Lewis (2001: 14) tam açıklama kavramını sosyal hesap verilebilirlik açısından değerlendirmiştir. İslam Dini’nde sosyal hesap verilebilirlik kavramıyla bağlantılı olarak herhangi bir faaliyetle ilgili bilgiler tam olarak açıklanmalıdır. Kur’an’daki bazı ayetler bu konuya işaret etmektedir. “… Şimdi gerçeği getirdin…” (Kur’an: 2:71), “… adaletin devam ettiricisi olun…” (Kur’an: 4:135) gibi ayetler sosyal hesap verilebilirlik bağlamında gerçekleşen ya da gerçekleşebilecek durumların dürüstçe açıklanması gerektiğinin İslamî gerekçelerindendir.
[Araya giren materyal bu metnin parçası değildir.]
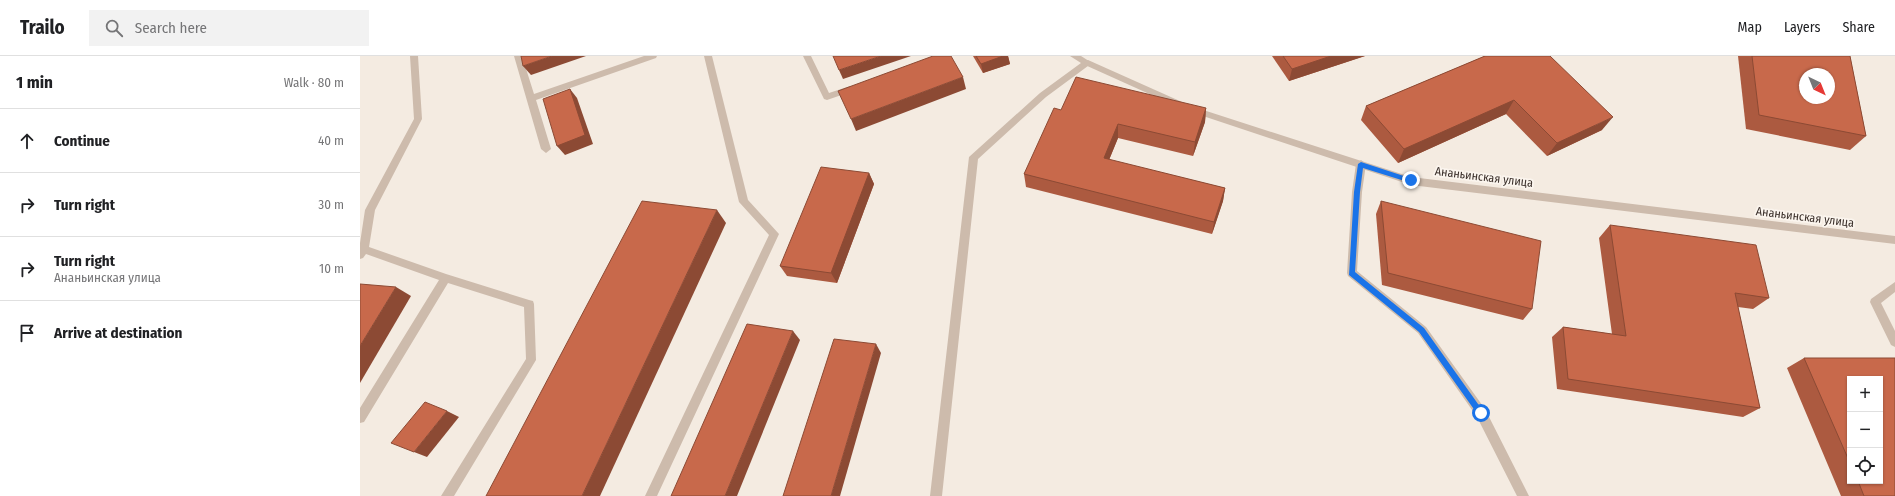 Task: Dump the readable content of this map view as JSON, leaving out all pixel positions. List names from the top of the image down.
{
  "streets": {
    "street": ["Ананьинская улица"]
  },
  "north": "bottom right",
  "page": {
    "header": "Trailo",
    "search": "Search here",
    "nav": ["Map", "Layers", "Share"],
    "heading": ["1 min", "Walk · 80 m"],
    "list": [
      ["Continue", "40 m"],
      ["Turn right", "30 m"],
      ["Turn right", "Ананьинская улица", "10 m"],
      "Arrive at destination"
    ],
    "map_buttons": ["+", "−"]
  }
} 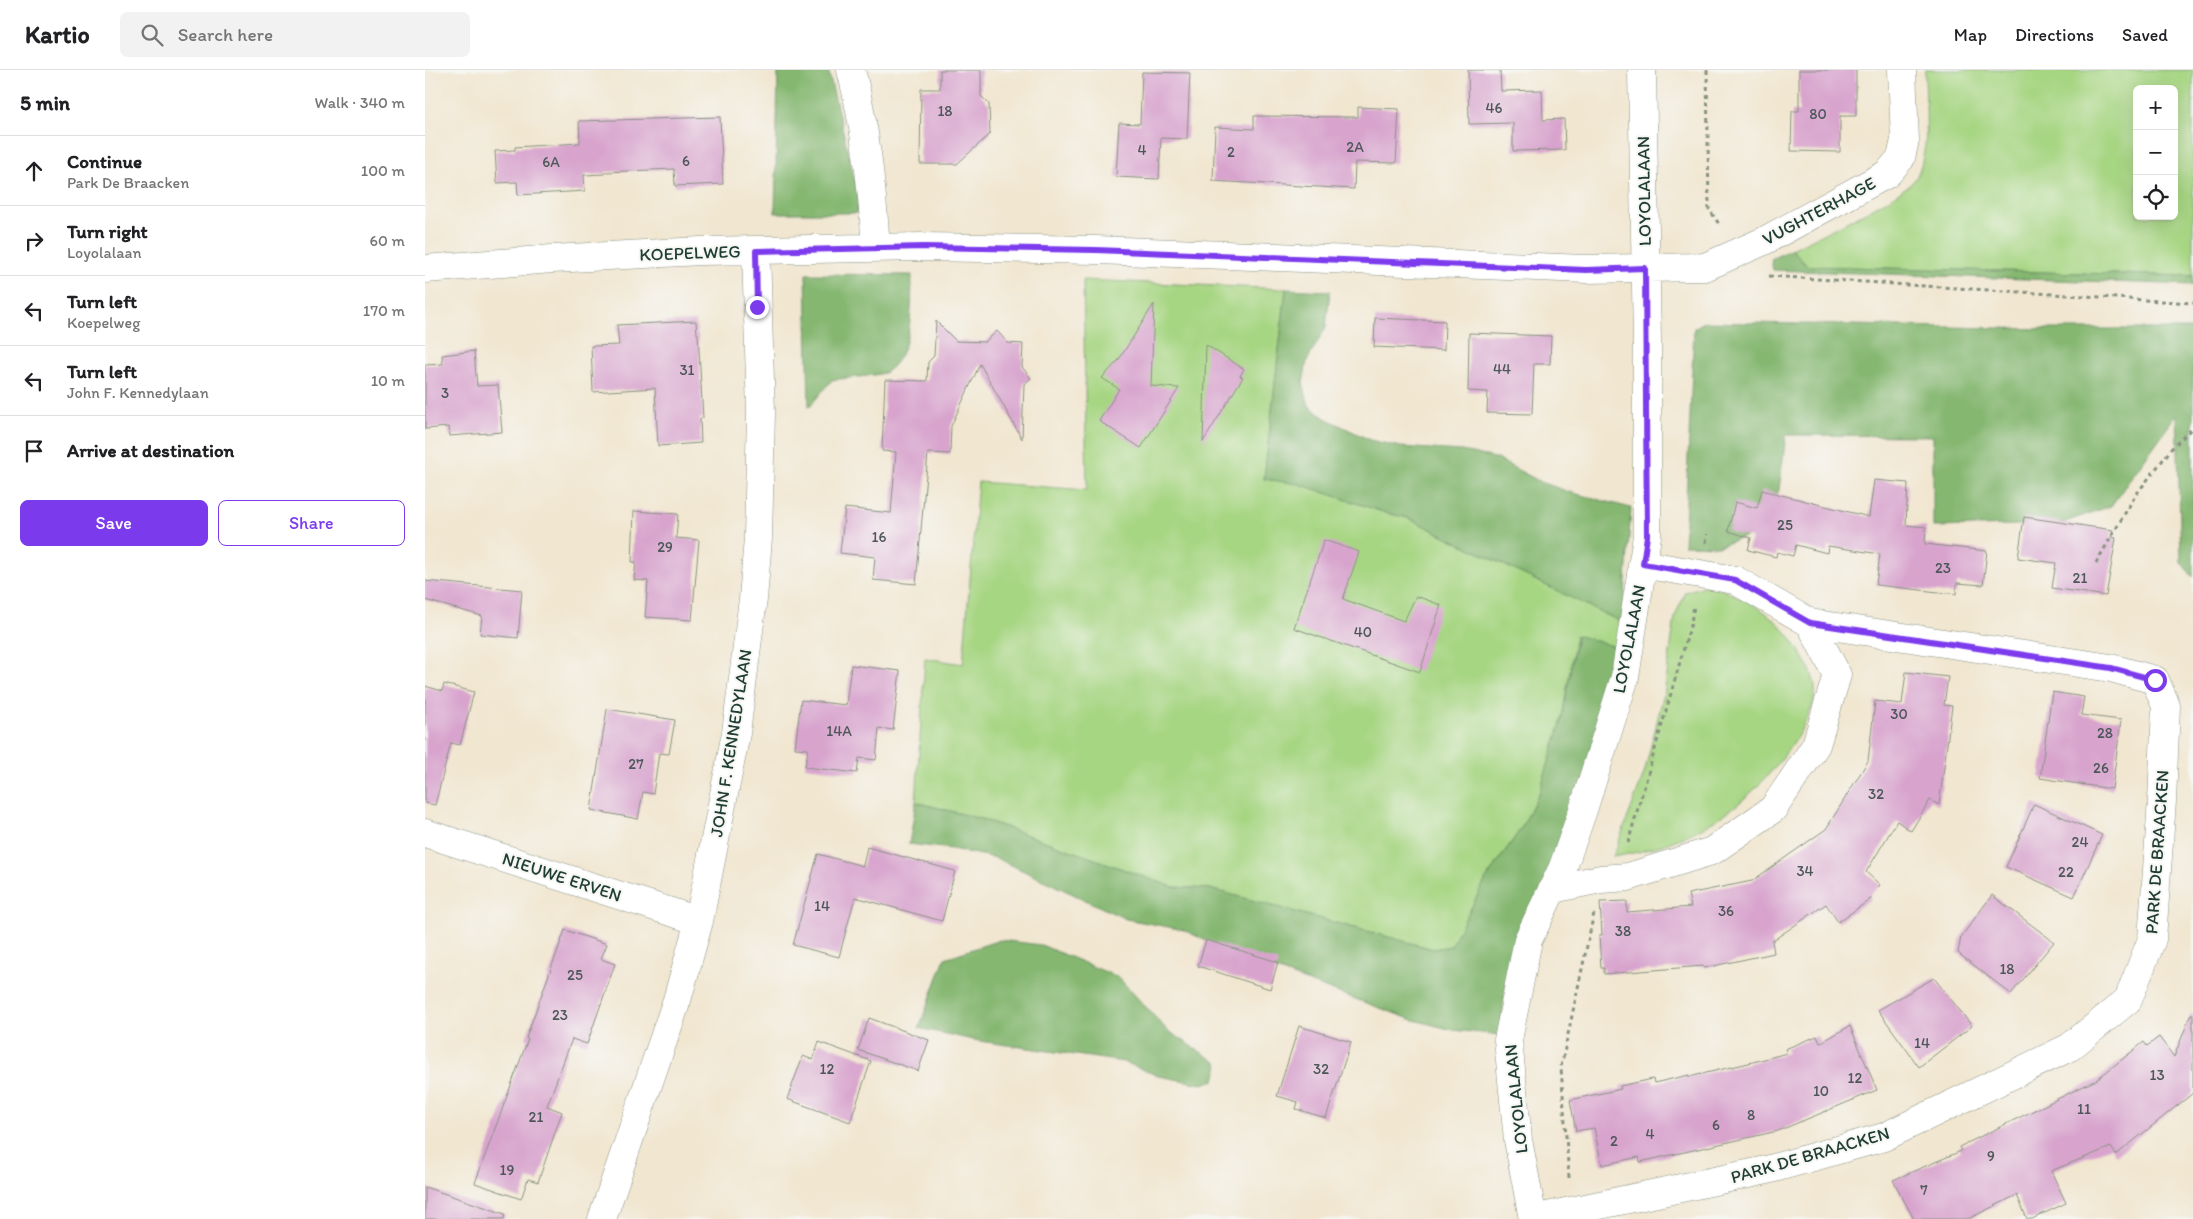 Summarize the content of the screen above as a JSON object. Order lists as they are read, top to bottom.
{
  "streets": {
    "street": [
      "LOYOLALAAN",
      "VUGHTERHAGE",
      "KOEPELWEG",
      "JOHN F. KENNEDYLAAN",
      "PARK DE BRAACKEN",
      "NIEUWE ERVEN"
    ]
  },
  "crossings": [
    ["LOYOLALAAN", "VUGHTERHAGE"],
    ["LOYOLALAAN", "KOEPELWEG"],
    ["LOYOLALAAN", "PARK DE BRAACKEN"],
    ["VUGHTERHAGE", "KOEPELWEG"],
    ["KOEPELWEG", "JOHN F. KENNEDYLAAN"],
    ["JOHN F. KENNEDYLAAN", "NIEUWE ERVEN"]
  ],
  "house_numbers": [
    "46",
    "18",
    "80",
    "2A",
    "4",
    "2",
    "6",
    "6A",
    "44",
    "31",
    "3",
    "25",
    "16",
    "29",
    "23",
    "21",
    "40",
    "30",
    "14A",
    "28",
    "27",
    "26",
    "32",
    "24",
    "34",
    "22",
    "14",
    "36",
    "38",
    "18",
    "25",
    "23",
    "14",
    "12",
    "32",
    "13",
    "12",
    "10",
    "11",
    "8",
    "21",
    "6",
    "4",
    "2",
    "9",
    "19",
    "7"
  ],
  "page": {
    "header": "Kartio",
    "search": "Search here",
    "nav": ["Map", "Directions", "Saved"],
    "heading": ["5 min", "Walk · 340 m"],
    "map_buttons": ["+", "−"],
    "list": [
      ["Continue", "Park De Braacken", "100 m"],
      ["Turn right", "Loyolalaan", "60 m"],
      ["Turn left", "Koepelweg", "170 m"],
      ["Turn left", "John F. Kennedylaan", "10 m"],
      "Arrive at destination"
    ],
    "buttons": ["Save", "Share"]
  }
}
Lewis (2001: 14) tam açıklama kavramını geçen yazarların ifadelerine paralel olarak, halkın (ümmetin) refahın açısından da değerlendirmiştir. Finansal bilgiler, sadece gerçeği içerdiğinde İslami açıdan uygundur. Muhasebe bilgisinin amacı kamusal çıkarlara hizmettir. Halkın, İslami literatür açısından ümmetin refahı için,

organizasyonun operasyonlarının etkileri hakkında bilgilendirilme hakkı vardır. Bu bilgilendirmenin nasıl gerçekleştirildiği önemlidir. Bu bilgilendirme şekli dürüstlük, adalet gibi İslamî prensipler çerçevesinde yapılmalıdır.
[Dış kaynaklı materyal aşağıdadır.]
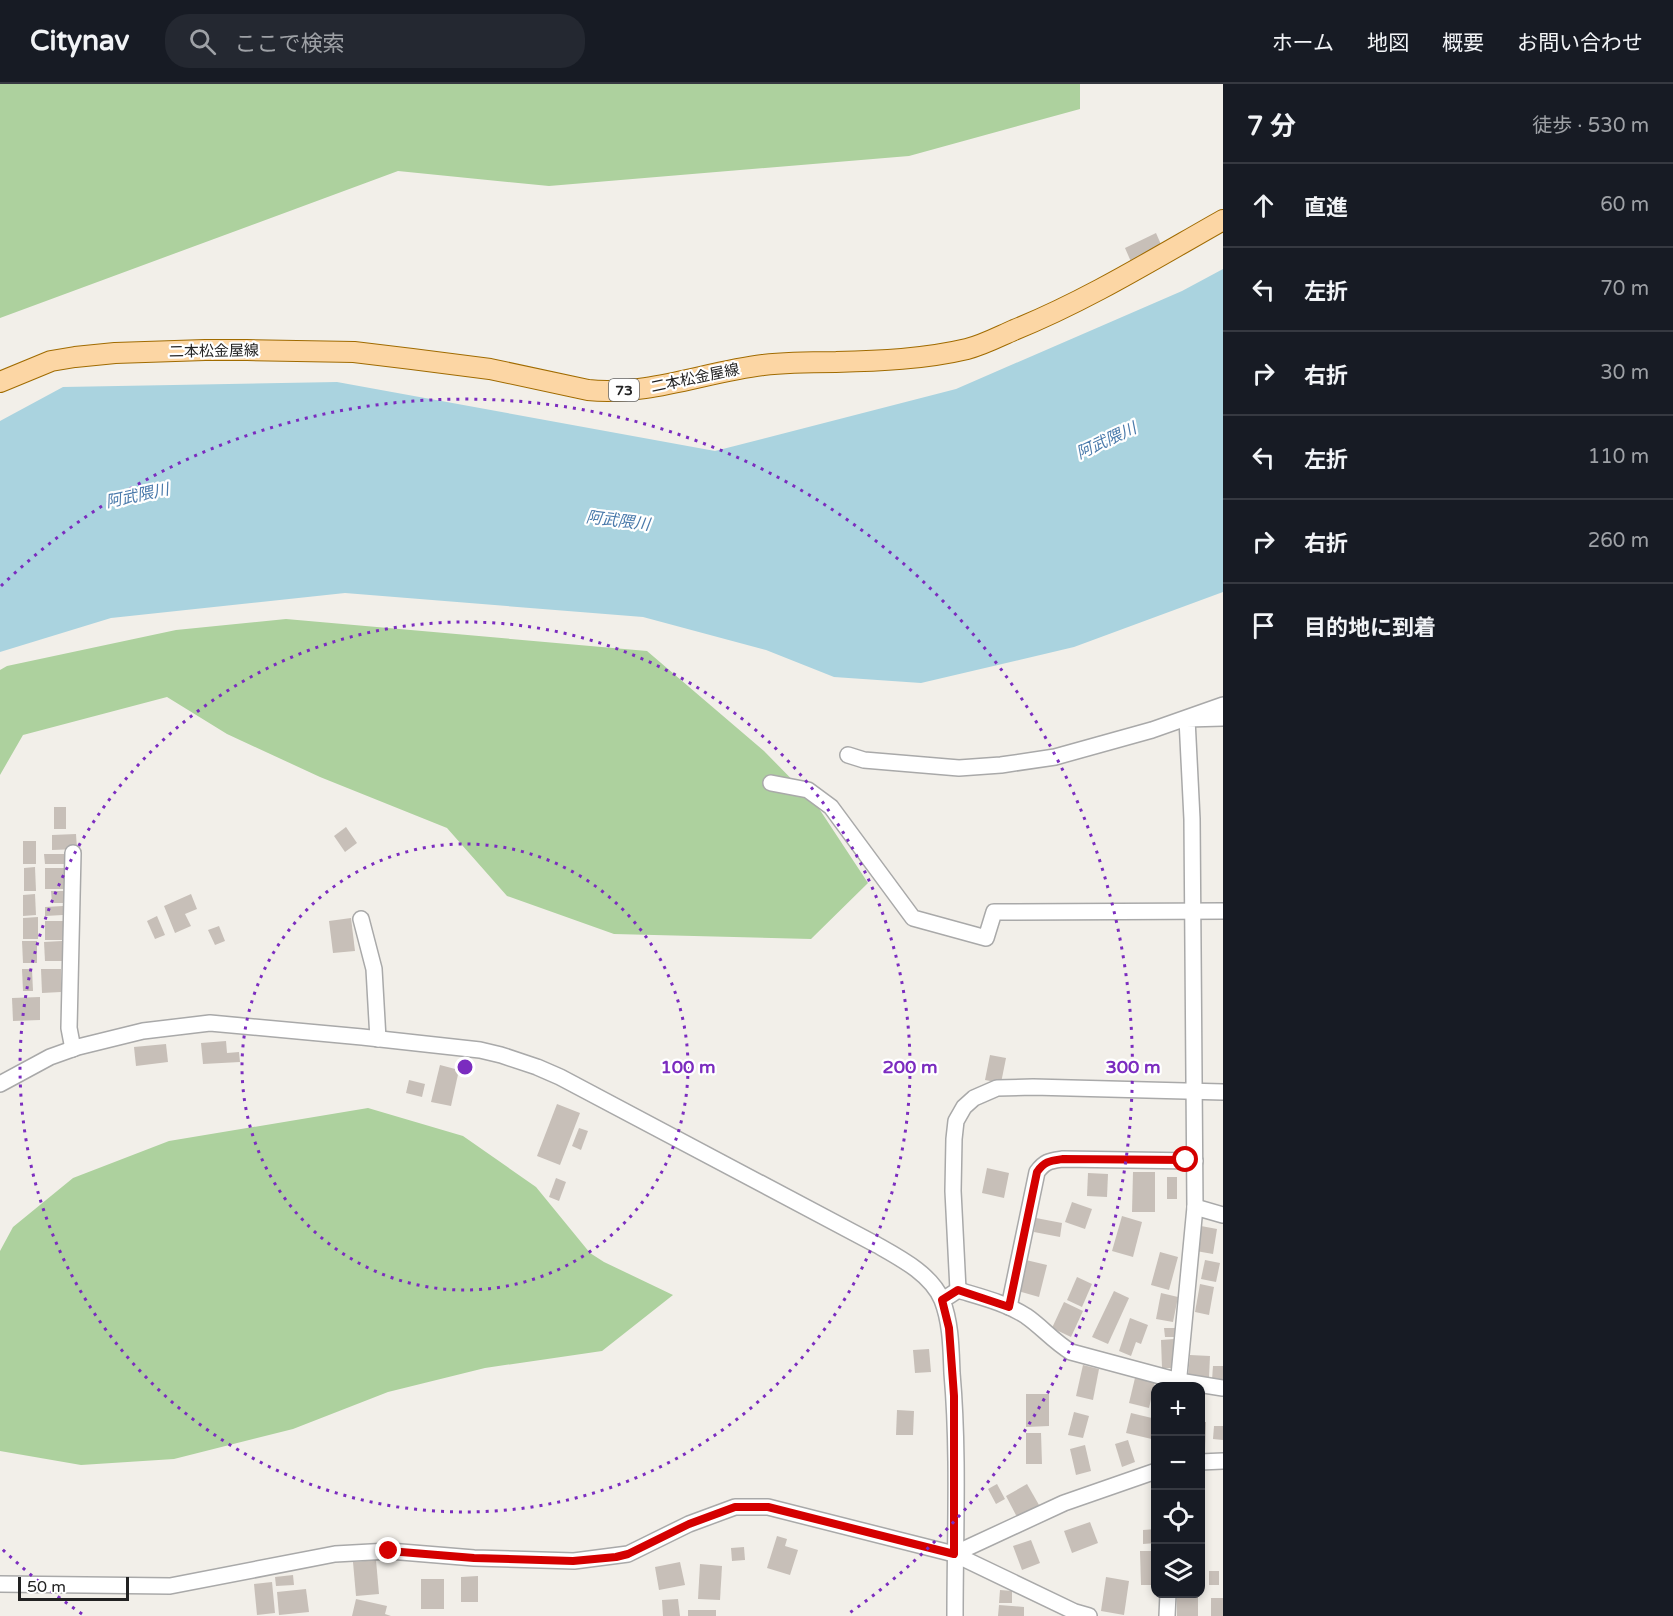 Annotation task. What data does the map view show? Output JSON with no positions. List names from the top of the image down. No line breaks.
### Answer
{"streets":{"main road":["二本松金屋線","73"]},"water":["阿武隈川"],"scale_bar":"50 m","page":{"header":"Citynav","search":"ここで検索","nav":["ホーム","地図","概要","お問い合わせ"],"heading":["7 分","徒歩 · 530 m"],"list":[["直進","60 m"],["左折","70 m"],["右折","30 m"],["左折","110 m"],["右折","260 m"],"目的地に到着"],"map_buttons":["+","−"],"scale":"50 m"},"rings":["100 m","200 m","300 m"]}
Hesap verilebilirlik, İslamî açıdan bir anlamda, Yaratıcı’ya hesap vermek şeklinde algılanmalıdır (Lewis, 2001: 14). İslamî literatüre göre Allah’ın (cc) zaten her şeyi görüp bildiği için finansal bilgilerin gerçeğe aykırı olması durumu İslamî açıdan söz konusu değildir.

Doğru ve ilgili bilginin açıklanması, İslami hayatın farklı yönlerince önemlidir. Müslümanların ödeyebilme kapasitesini belirtmek noktasında, fakirlere yardım edebilmek için dini yükümlülükler açısından varlıkların ve sorumlulukların değerinin açıklanmasını gerektiren zekât gibi sorumluluklar söz konusudur (Lewis, 2001: 14). Zekât İslamî açıdan toplumsal refahın sağlanması için son derece önemlidir ve değişik kaynaklarda İslam Dini’nin ikinci en önemli şartıdır. Bu noktadan yeterli olmayan finansal açıklamalar zekâtın matrahını etkileyerek toplumsal refahı engelleme riski taşımaktadır.
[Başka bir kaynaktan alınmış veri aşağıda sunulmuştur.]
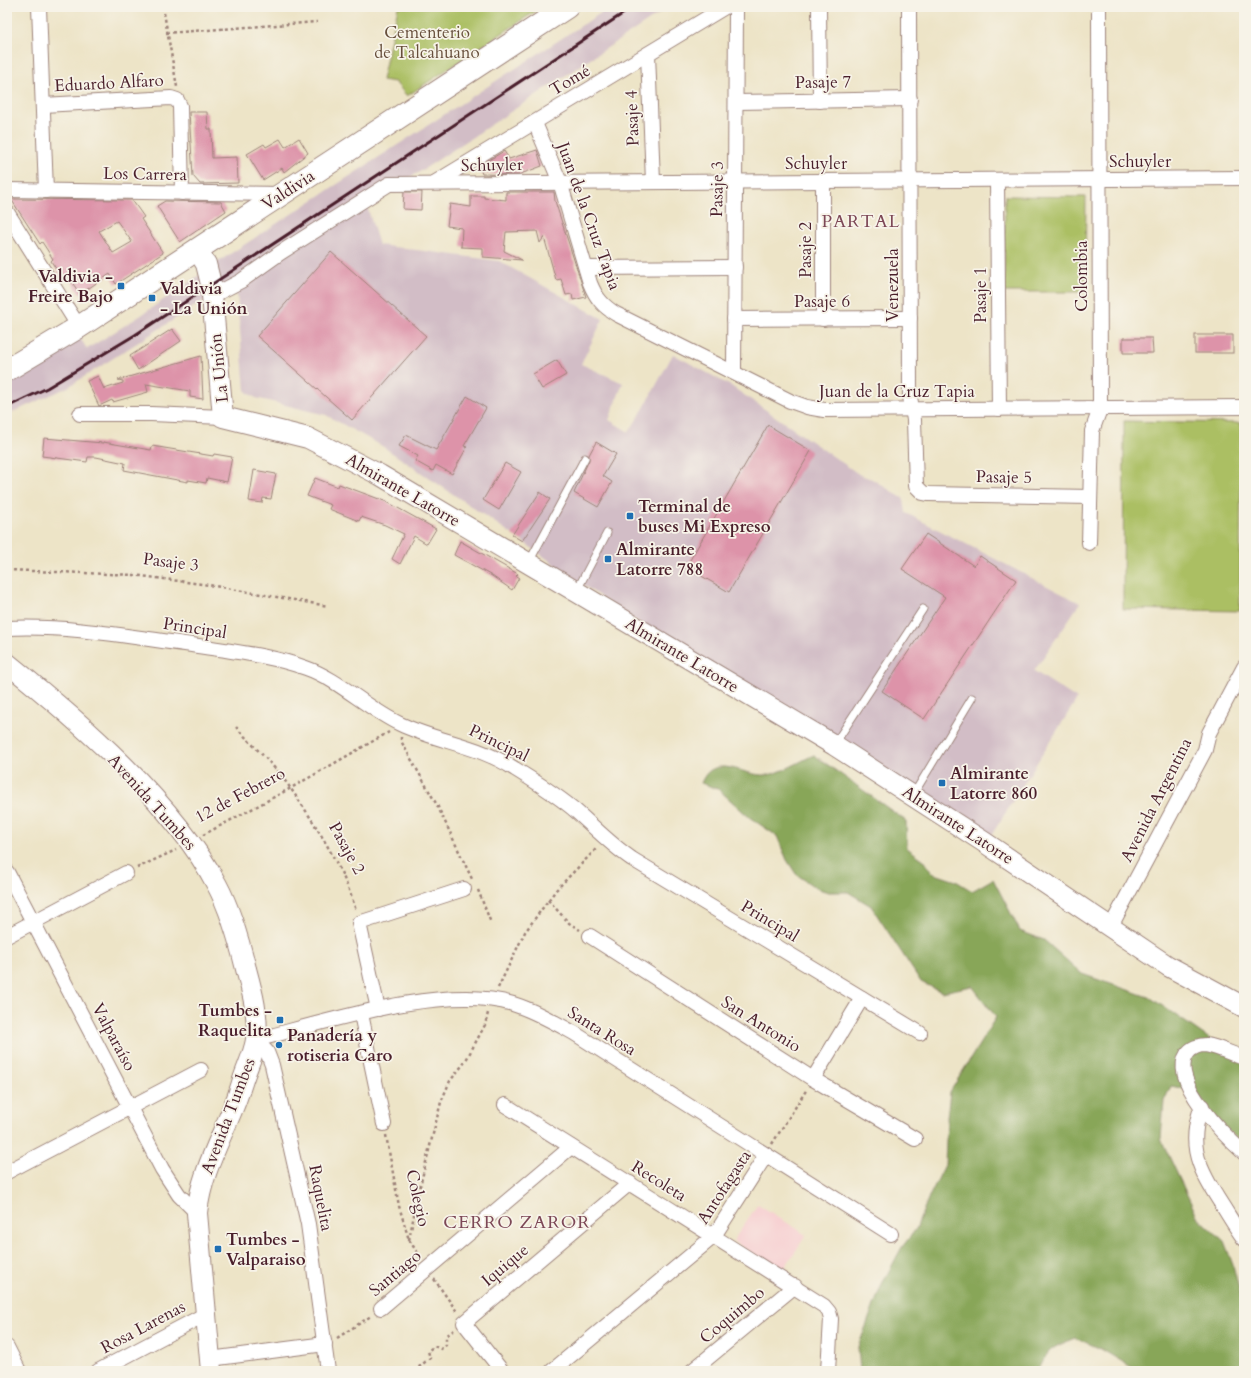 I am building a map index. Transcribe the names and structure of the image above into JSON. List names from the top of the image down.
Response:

Nadzri (2009: 18) de tam açıklamanın İslam Dini’ne tam olarak uygun olduğunu savunmuştur. Nadzri’ye göre bilginin tam açıklanması toplumsal refahın gerçekleşmesi için bir gerekliliktir.

Kur’an’da tam açıklamaya işaret eden bazı ayetler ise şöyledir;

 Allah (cc) biz ne gizler ve açıklarsak bilir (Kur’an, 14:38).

 Ve senin Rabbinden hiçbir şey (Ne kadar çok olsa da) gizli değildir, yerdeki ya da Cennet’teki bir atomun (ya da küçük bir karıncanın) ağırlığı (kadar olsa bile)… (Kur’an, 10:61)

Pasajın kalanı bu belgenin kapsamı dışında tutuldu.